Che cosa passa [passe], che cosa accade [se passe] quando apro la porta ed entra Lei? Che cosa «succede» una volta che lei ha detto la «parola d’ordine», certo con il suo sorriso (il «Buongiorno!», peraltro così banale), varcando la soglia, e ha cominciato a entrare in questo spazio con gesti così comuni, posando la borsa sulla poltrona e togliendosi il soprabito? Una volta che si è svolto questo turbinio intempestivo che inscrive l’intrusione in una dimensione convenzionale? Che cosa si produce quando la vedo venire lungo la strada e all’improvviso mi riconosce? Definirei questo fenomeno della presenza come la messa in tensione che ad un tratto vivo in quanto soggetto (tramite lei mi riscopro «soggetto») e che giustamente non dipende più allora solo da me, ma anche dall’Altro, che rompe la mia autonomia di soggetto: mi sento «traboccare». Questo mettersi in presenza dell’Altro è tutt’altra cosa di un mettersi in presenza dell’«essere»: quando mi trovo davanti alle «cose», che si dispongono piatte davanti a me, esse mi possono piacere, mi possono anche rapire o al contrario farmi paura od orrore, possono toccarmi o sconquassarmi, tuttavia sono sempre io a rimanere la fonte di ciò che provo, come «autore» di quella commozione e di quei sentimenti, anche se quel che provo mi rende passivo e dipendente. A dire il vero accade lo stesso quando sono in presenza d’altri, per strada o in metropolitana, se un Altro non si distacca dal resto. Ma è tutt’altra cosa quando quell’Altro(a) mi guarda, o quando io guardo l’Altro(a): subito si produce una messa in tensione (si stabilisce una polarità) che viviamo in due, nello stesso istante (anche se quel che viviamo è diverso); una tensione che viviamo in modo co-originario – in quanto «co-autori» di quel momento – fintanto che nessuno dei due se ne ritrae o finché la presenza non inizia ad affondare.
Ma allora la presenza non è relativa, come sosteneva Montaigne: un ingresso nella presenza è invece effettivo, produce una rottura e quindi un evento. Nella misura in cui penso all’Altra, mi distacco da me, ma resto pur sempre in me stesso; quel pensiero dell’Altra, all’Altra, mi appartiene, evolve in accordo con me.

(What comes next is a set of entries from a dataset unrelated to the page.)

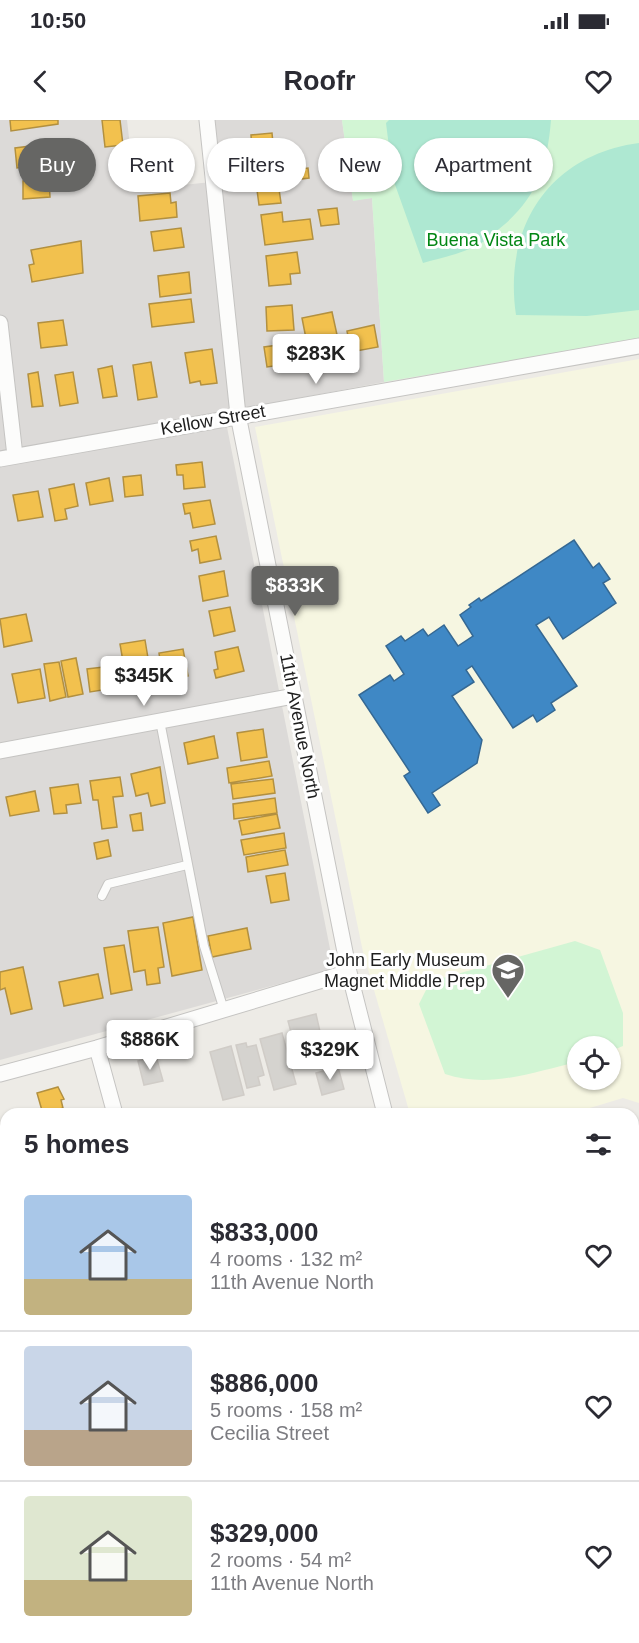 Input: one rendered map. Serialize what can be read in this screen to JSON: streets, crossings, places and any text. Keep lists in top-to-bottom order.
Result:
{
  "streets": {
    "street": ["Kellow Street", "11th Avenue North"]
  },
  "crossings": [
    ["Kellow Street", "11th Avenue North"]
  ],
  "parks": ["Buena Vista Park"],
  "places": {
    "school or university": ["John Early Museum Magnet Middle Prep"]
  },
  "page": {
    "status": "10:50",
    "header": "Roofr",
    "chip": [
      "Buy",
      "Rent",
      "Filters",
      "New",
      "Apartment"
    ],
    "price": [
      "$283K",
      "$833K",
      "$345K",
      "$886K",
      "$329K"
    ],
    "heading": "5 homes",
    "list": [
      {
        "name": "$833,000",
        "note": "4 rooms · 132 m² · 11th Avenue North"
      },
      {
        "name": "$886,000",
        "note": "5 rooms · 158 m² · Cecilia Street"
      },
      {
        "name": "$329,000",
        "note": "2 rooms · 54 m² · 11th Avenue North"
      }
    ]
  }
} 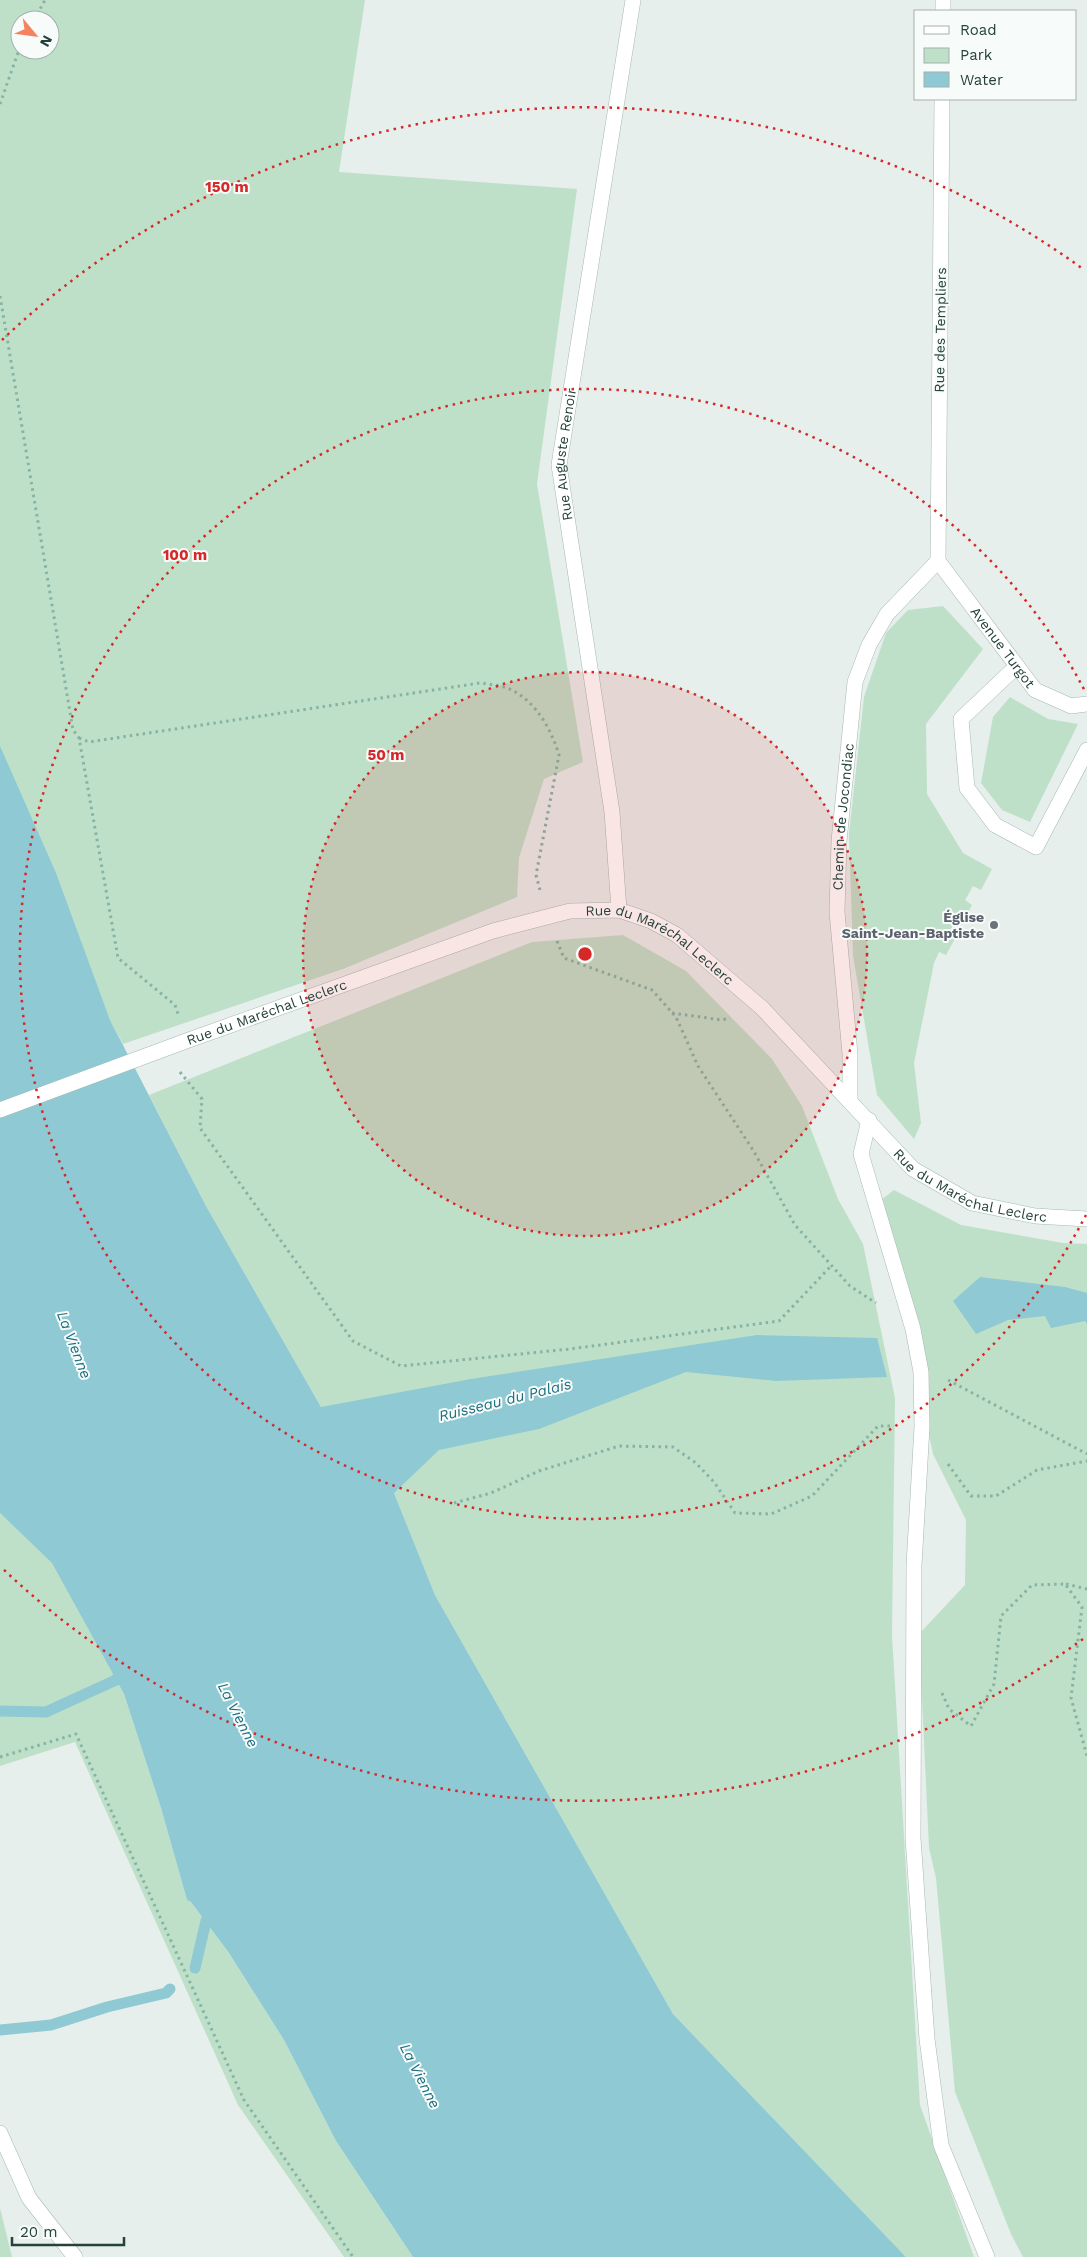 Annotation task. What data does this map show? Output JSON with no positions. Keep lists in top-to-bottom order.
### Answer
{
  "streets": {
    "street": [
      "Rue des Templiers",
      "Rue Auguste Renoir",
      "Avenue Turgot",
      "Chemin de Jocondiac",
      "Rue du Maréchal Leclerc"
    ]
  },
  "crossings": [
    ["Rue des Templiers", "Avenue Turgot"],
    ["Rue des Templiers", "Chemin de Jocondiac"],
    ["Rue Auguste Renoir", "Rue du Maréchal Leclerc"],
    ["Avenue Turgot", "Chemin de Jocondiac"],
    ["Chemin de Jocondiac", "Rue du Maréchal Leclerc"]
  ],
  "water": ["La Vienne", "Ruisseau du Palais"],
  "places": ["Église Saint-Jean-Baptiste"],
  "legend": ["Road", "Park", "Water"],
  "scale_bar": "20 m",
  "north": "bottom right",
  "rings": ["150 m", "100 m", "50 m"]
}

Ma quando l’Altra entra nella presenza e ci guardiamo, quando i suoi occhi iniziano a posarsi su di me e i miei su di Lei, accade tutt’altro, qualcosa di radicalmente nuovo, distaccando un presente dall’immediato passato, ogni volta inedito, che richiede un’inventiva – lì nulla è già giocato, e tutto quel che fino ad allora era previsto deve essere improvvisato. Si produce un vacillamento tale per cui io non appartengo più a me stesso; esso interviene più a monte di ciò che costituisce la mia coscienza, più all’interno di me (dell’«io»), cioè nell’«intimo». Si riconfigura così l’antagonismo tradizionale tra presenza e durata (che provoca l’usura della presenza, la delusione del desiderio soddisfatto). Finché quella tensione è attiva, finché ci accorgiamo l’uno dell’altra, isolandoci dal mondo, e siamo in grado di guardarci, una simile presenza è effettiva e non si è isterilita. Ma non appena quella tensione non «scorre» più tra l’uno e l’altra e ciascuno si è ritagliato fuori, riappartandosi senza più lasciarsi traboccare, allora la presenza affonda e diviene «opaca».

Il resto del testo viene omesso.